While I have known Karen for only a short time – first as an intern at St. Matthew’s several years ago and more recently at the end of her life and in both instances I saw the Love of God in her.  Karen talked about her journey into the arms of the church – as she put it - and how it became more meaningful to her.  At St. Matthew’s over the years she became involved in various roles including Sunday school, hospitality, and involvement with varied cultural groups.  Including with the ongoing Hispanic ministry program at St. Matthew’s as well as the Native American ministry group that used to meet at St. Matthew’s.  I see that Love Karen has for all in her son Adam and daughter in law Jasmine as they gathered to be with Karen as she prepared to say good bye.
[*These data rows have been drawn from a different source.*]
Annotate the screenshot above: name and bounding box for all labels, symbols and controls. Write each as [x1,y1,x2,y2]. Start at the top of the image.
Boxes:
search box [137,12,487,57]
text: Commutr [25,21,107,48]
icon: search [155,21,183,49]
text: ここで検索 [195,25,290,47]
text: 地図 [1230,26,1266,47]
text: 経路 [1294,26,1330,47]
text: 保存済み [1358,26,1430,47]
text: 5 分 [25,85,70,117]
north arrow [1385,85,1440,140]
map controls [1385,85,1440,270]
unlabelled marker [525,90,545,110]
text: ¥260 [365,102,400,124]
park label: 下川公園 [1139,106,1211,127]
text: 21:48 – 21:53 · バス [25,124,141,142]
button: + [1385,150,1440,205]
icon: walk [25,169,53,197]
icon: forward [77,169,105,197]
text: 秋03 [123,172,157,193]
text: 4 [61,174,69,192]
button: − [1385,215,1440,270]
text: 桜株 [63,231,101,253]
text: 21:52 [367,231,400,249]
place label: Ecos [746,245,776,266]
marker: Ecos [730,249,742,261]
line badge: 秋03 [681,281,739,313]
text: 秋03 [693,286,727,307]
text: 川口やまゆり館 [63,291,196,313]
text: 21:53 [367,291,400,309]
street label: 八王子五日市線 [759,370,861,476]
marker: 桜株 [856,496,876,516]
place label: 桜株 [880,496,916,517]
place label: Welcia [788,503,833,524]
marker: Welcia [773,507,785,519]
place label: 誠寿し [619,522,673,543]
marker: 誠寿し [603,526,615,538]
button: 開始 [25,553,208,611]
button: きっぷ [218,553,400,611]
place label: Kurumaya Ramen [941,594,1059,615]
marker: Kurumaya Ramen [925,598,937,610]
We gather today to remember the life of Karen Jones.  We are here to grieve that she will no longer we with us on this side of the veil.  We are her to mourn that she will no longer be there to call or to visit with.  But we can take heart that Karen believed that she was going to that place where sorrow and pain are no more, neither sighing, but life everlasting.  Karen knew that her body was failing her and that her time was coming to an end -so she designed this service to remind us that God is all about Love.  And that Love she shared for her family, friends, and God’s creation is a wonderful thing. 

Take time to mourn.  Take time to grieve.  I read a wonderful thing that said that grief is not about stages, or about reaching certain milestones.  Grief is a journey.  A journey down a river of love.  A journey where you will be caught up short in your love for Karen by something you hear, read, or even some distinctive smell.  A journey that will bring a tear to your eye, a smile to your face and a warmth in your heart – sometimes all at the same time.  Welcome those moments.  And remember that Karen believed in the Love that is never ending and wishes nothing more than for us to bask in that Love just has she is basking in the eternal embrace of her savior.  For even at the grave Karen made her song – alleluia, alleluia, alleluia!